Deviations in the sequence of portions from the images may be
analyzed to determine the motion associated with that particular
portion of the image.
[0049] As described herein, a sequence of images is a set of images
obtained one after the other by the camera coupled to the device,
in that order, but are not limited to images obtained by utilizing
every consecutive image in a sequence of images. For example, in
detecting the motion associated with a sequence of images, from a
consecutive set of images containing the set of images 1, 2, 3, 4,
5, 6, 7, 8, and 9, the image processing technique may choose to
obtain or utilize the sequential images 2, 6 and 9 in determining
the motion associated with different portions of the image.
[0050] In one aspect, a portion of the image may be sub-frames,
wherein the sub-frames are groupings of pixels that are related by
their proximity to each other, as depicted in FIG. 5(B). In other
aspects, portions of the image analyzed using image processing for
detecting motion can be features like corners and edges. Techniques
such as scale invariant features transform (SIFT) can be used to
identify such features as portions of the images. Alternately,
optical flow or other suitable image statistics can be measured in
different parts of the image and tracked across frames.
[0051] Motion detected using the sensor (5(A)) and motion detected
using image processing techniques for each portion of the image
(502) are compared to find a portion from the image which is most
similar (504) to the motion detected using the sensor (5(A)). The
portion of the image with the most similarity to the motion
detected using the sensor is identified as the stationary portion
from the image. One or more portions may be identified as
stationary portions in the image. The comparison between the motion
from the sensor and the motion from the portions of the image for
similarity may be a correlation, sum of absolute differences or any
other suitable means.
[0052] Referring back to FIG. 1, in the scene the mountain range
106 is stationary. Traditional techniques may not identify the
mountain range 106 as a stationary object in the video frame due to
the motion contributed by the capturing device. However, even
though the image obtained would have motion associated with the
mountain ranges 106, the above described technique would identify
the mountain ranges as stationary objects.
[0053] FIG. 6 is a simplified flow diagram, illustrating a method
600 for identifying a stationary portion of an image. The method
600 is performed by processing logic that comprises hardware
(circuitry, dedicated logic, etc.), software (such as is run on a
general purpose computing system or a dedicated machine), firmware
(embedded software), or any combination thereof. In one embodiment,
the method 600 is performed by device 700 of FIG. 7.

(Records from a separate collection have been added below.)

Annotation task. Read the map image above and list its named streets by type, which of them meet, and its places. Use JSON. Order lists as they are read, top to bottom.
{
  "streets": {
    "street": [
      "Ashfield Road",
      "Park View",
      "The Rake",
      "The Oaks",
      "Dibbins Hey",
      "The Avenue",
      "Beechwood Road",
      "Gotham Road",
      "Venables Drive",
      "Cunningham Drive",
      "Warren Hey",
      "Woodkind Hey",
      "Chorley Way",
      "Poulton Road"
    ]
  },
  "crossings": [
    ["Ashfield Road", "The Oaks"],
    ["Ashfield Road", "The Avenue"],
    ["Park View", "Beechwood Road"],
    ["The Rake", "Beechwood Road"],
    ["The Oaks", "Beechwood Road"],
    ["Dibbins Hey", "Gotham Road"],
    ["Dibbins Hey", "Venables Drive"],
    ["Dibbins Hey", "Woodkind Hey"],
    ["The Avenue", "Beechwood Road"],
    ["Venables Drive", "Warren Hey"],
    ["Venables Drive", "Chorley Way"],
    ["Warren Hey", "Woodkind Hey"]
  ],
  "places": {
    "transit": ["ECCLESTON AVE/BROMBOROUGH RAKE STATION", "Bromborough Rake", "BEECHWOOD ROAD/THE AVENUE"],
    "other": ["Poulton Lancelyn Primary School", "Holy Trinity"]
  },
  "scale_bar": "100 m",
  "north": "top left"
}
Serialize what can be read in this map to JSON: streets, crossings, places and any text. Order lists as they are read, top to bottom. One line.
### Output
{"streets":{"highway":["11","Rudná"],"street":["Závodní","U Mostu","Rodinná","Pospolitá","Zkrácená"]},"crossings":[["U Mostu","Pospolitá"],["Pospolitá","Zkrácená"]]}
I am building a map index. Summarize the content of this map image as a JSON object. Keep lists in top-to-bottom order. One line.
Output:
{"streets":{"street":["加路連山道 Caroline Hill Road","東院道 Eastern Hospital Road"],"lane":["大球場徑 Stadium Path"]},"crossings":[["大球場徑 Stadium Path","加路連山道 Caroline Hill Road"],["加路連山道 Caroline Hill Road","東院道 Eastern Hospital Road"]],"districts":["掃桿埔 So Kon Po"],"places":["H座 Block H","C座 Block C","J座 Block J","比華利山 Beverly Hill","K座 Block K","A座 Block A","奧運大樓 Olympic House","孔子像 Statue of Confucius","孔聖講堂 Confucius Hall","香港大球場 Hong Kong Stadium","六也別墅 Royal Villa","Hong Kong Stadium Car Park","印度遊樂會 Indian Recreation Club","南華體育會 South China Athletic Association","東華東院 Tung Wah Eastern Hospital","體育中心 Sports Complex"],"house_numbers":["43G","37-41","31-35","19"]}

[0054] Referring to FIG. 6, at block 602, the camera mechanically
coupled to the device obtains a sequence of images. In one aspect,
the video image may be characterized as a continuous stream of
digital images. The camera may have an image sensor, lens, storage
memory and various other components for obtaining an image.
[0055] At block 604, the device identifies multiple portions from
an image from the sequence of images. Multiple portions from an
image may be identified using a number of suitable methods. In one
aspect, the image is obtained in a number of portions. In another
aspect, the image is obtained and then separate portions of the
image are identified. A portion of the image may be a sub-frame,
wherein the sub-frames are groupings of pixels that are related by
their proximity to each other, as depicted in FIG. 5(B). In other
aspects, portions of the image analyzed using image processing for
detecting motion can be features like corners and edges. Techniques
such as scale invariant features transform (SIFT) can be used to
identify such features as portions of the images. Alternately,
optical flow or other suitable image statistics can be measured in
different parts of the image and tracked across frames.
[0056] At block 606, the device detects a shift associated with
each of the multiple portions of a sequence of images or a video.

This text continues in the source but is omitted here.